20-04-2012 13:25 - Les filles, 25% de l’effectif de l’Université de Nouakchott
Pour les élections municipales, les femmes ont droit à un quota minimal correspondant à 20 % des sièges de conseils municipaux. En effet, et pour favoriser l’élection de femmes et sous peine d’irrecevabilité, les listes candidates aux élections municipales doivent être établies de manière à placer les candidates à des places éligibles, en fonction du nombre de conseillers prévus.

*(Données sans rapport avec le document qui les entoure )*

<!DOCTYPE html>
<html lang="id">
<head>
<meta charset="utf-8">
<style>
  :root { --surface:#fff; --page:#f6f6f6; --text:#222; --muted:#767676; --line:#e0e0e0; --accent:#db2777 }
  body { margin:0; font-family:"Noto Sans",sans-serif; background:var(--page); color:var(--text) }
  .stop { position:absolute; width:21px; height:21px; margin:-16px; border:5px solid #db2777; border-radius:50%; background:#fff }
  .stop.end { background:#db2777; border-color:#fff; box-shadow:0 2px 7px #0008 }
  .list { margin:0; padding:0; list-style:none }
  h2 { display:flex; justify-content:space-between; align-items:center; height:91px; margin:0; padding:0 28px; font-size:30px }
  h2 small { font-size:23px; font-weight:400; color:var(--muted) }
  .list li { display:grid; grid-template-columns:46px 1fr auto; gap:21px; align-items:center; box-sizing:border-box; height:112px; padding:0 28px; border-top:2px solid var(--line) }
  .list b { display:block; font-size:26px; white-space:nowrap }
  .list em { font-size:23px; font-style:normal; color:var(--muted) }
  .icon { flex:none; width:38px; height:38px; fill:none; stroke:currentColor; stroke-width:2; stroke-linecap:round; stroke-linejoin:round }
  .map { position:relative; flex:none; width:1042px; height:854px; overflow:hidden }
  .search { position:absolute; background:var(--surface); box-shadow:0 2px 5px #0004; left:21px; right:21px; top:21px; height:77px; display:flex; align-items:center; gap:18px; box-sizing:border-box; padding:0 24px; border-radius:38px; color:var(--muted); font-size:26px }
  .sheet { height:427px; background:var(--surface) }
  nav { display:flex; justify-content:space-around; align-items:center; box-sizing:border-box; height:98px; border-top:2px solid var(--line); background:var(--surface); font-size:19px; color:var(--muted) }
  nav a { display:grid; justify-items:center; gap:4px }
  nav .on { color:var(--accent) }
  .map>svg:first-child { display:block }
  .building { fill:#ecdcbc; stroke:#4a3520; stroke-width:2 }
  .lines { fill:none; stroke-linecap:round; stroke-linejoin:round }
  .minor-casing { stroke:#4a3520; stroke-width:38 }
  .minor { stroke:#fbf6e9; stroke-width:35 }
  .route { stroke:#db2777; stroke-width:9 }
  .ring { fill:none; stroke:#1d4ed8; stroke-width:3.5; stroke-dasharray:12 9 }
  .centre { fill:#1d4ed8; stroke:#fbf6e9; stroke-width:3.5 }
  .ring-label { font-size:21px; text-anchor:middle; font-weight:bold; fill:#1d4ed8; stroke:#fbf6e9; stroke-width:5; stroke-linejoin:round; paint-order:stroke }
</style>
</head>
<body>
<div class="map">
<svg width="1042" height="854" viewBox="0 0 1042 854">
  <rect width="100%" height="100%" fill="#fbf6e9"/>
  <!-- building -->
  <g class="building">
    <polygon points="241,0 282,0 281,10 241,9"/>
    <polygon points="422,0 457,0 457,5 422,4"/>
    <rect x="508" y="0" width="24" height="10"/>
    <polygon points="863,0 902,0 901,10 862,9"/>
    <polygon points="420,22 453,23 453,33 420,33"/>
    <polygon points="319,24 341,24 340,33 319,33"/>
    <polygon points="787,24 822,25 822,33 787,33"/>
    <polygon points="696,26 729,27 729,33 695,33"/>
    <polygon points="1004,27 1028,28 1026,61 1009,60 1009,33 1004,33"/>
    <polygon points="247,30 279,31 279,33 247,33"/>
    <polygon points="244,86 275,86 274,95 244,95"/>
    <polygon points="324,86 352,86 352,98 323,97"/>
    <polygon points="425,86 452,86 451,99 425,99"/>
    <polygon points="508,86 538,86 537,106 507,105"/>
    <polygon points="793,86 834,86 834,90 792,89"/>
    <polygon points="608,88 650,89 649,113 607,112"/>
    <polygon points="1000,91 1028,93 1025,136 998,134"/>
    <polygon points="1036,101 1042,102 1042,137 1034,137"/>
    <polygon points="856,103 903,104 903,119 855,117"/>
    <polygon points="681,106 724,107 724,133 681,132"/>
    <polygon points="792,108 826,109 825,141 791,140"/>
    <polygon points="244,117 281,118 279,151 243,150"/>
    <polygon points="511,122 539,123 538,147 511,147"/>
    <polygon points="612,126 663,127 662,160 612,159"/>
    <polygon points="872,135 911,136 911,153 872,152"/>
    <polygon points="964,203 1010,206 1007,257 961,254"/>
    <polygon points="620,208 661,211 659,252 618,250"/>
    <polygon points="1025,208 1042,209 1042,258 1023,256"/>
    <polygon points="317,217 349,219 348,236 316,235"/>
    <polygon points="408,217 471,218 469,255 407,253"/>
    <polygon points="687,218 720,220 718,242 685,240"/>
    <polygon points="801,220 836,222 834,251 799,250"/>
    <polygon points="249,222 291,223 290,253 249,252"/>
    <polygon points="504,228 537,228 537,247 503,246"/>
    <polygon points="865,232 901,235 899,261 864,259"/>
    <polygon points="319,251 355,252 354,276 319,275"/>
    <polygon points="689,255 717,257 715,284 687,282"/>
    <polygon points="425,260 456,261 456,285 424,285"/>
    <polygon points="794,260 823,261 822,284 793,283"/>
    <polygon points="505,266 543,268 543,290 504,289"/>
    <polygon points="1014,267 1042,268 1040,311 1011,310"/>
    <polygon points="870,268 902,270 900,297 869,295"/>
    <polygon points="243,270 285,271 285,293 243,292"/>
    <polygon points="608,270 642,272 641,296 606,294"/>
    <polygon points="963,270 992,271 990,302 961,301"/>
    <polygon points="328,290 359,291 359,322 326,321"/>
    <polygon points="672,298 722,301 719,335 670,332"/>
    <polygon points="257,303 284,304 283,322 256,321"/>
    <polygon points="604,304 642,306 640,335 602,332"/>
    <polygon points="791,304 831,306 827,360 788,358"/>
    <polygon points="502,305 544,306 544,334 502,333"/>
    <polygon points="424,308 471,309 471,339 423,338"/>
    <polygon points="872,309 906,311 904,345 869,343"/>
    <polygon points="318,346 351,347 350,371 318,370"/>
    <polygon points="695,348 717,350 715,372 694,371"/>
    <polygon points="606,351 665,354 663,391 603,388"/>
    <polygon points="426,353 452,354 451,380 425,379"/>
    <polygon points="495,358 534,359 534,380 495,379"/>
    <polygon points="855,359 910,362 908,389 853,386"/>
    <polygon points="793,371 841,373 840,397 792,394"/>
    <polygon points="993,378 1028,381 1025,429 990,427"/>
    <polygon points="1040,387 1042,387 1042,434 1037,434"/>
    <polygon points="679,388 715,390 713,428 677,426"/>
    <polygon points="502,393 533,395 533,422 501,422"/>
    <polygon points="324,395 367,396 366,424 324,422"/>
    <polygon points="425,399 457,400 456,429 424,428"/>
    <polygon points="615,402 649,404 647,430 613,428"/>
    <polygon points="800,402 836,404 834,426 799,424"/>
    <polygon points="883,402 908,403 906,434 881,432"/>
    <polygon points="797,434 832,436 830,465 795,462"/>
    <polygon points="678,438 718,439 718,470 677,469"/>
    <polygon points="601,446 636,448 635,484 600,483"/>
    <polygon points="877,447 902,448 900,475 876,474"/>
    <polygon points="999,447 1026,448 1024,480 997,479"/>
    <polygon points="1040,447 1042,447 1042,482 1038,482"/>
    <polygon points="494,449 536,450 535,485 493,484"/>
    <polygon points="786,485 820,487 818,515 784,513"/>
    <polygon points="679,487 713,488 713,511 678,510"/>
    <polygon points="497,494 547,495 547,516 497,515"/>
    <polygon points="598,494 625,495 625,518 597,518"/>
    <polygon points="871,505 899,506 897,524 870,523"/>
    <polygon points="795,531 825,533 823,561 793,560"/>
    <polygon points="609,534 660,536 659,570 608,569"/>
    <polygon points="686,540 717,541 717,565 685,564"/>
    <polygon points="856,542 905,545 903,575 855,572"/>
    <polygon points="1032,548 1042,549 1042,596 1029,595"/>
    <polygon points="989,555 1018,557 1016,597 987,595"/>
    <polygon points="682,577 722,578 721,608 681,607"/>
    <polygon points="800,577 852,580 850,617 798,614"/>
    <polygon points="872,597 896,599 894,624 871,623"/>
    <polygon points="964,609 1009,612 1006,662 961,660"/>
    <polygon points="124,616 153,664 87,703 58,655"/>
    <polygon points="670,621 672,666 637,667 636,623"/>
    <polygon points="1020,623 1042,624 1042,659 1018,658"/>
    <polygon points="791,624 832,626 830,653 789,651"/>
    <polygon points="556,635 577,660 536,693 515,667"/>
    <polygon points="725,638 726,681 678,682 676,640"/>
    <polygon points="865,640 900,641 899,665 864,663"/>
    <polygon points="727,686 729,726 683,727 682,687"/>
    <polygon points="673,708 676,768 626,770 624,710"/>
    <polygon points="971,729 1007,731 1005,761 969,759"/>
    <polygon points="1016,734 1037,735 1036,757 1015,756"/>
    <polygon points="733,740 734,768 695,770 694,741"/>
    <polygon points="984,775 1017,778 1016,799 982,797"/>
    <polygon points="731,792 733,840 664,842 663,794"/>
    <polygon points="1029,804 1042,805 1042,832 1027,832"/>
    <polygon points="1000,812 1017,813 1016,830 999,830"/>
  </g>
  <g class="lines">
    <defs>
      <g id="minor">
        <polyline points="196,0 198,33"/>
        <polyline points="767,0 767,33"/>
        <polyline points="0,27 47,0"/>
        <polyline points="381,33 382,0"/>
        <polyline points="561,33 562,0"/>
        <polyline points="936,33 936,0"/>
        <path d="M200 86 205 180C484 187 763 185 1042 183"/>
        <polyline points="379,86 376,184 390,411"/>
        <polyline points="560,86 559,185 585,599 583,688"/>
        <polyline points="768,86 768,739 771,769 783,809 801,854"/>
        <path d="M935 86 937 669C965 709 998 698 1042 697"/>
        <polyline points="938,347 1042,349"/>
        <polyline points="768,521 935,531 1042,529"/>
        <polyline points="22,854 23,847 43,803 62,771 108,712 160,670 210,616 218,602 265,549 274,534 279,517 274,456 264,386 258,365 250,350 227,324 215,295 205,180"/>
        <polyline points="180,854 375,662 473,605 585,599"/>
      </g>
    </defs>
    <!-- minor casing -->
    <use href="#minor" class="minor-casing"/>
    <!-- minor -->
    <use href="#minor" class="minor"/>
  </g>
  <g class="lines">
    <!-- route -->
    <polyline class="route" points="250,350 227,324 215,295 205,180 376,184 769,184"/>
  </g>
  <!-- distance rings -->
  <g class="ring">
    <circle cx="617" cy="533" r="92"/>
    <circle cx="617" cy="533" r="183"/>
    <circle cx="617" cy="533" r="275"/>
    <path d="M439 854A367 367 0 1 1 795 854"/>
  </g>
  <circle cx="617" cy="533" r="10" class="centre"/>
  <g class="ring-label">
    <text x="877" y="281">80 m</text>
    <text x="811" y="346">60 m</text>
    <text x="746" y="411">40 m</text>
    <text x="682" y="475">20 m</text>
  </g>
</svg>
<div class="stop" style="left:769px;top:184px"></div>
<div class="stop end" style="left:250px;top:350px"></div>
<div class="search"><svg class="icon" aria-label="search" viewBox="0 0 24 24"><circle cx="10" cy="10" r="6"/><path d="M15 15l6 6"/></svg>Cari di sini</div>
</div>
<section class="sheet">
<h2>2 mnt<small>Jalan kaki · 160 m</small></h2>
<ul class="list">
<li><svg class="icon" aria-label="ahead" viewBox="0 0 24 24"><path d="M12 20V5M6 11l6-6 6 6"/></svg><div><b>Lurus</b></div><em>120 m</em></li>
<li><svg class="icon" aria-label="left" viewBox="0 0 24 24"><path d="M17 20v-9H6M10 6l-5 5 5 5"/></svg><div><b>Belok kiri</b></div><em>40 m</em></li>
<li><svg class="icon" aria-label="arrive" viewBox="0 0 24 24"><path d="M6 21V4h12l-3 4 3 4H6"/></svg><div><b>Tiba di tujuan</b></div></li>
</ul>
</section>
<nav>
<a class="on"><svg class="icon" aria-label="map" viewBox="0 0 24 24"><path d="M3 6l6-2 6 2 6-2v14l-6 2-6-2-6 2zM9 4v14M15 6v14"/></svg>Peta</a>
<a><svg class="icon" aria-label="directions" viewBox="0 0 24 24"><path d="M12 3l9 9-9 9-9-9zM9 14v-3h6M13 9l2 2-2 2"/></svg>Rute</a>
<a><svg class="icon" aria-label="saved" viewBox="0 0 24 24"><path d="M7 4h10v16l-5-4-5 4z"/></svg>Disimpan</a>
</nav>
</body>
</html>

Résultat : les 26 parlementaires féminins sous mandat de diverses obédiences politiques actuellement peuvent débattre dans leurs chambres respectives au nom de telle région ou tel village – et, de même, profiter de cette position de choix. Mais, à la « Bâdiyya » ou au village, les hommes tiennent toujours, aux yeux de tous, les ficelles du « local ». Et donc, leur place au niveau du système du pouvoir. Mais la femme mauritanienne veut et va continuer à réclamer plus.
Elle veut contribuer au développement et occuper une place de choix, dans la promotion des activités économiques. Leur part reste limitée aujourd’hui. La contribution des femmes au PIB mesurée à partir de leur présence dans les différents secteurs d’activité a augmenté passant de 23,5% en 1988 à 28,1% en 2000. Ce niveau n’a presque pas évolué ou ne l’a été qu’en faibles dents de scie. Les secteurs d’activité des femmes sont dans l’ordre : l’agriculture (avec 48,6% des femmes actives), l’administration (14,6%) et le commerce (13,5%.)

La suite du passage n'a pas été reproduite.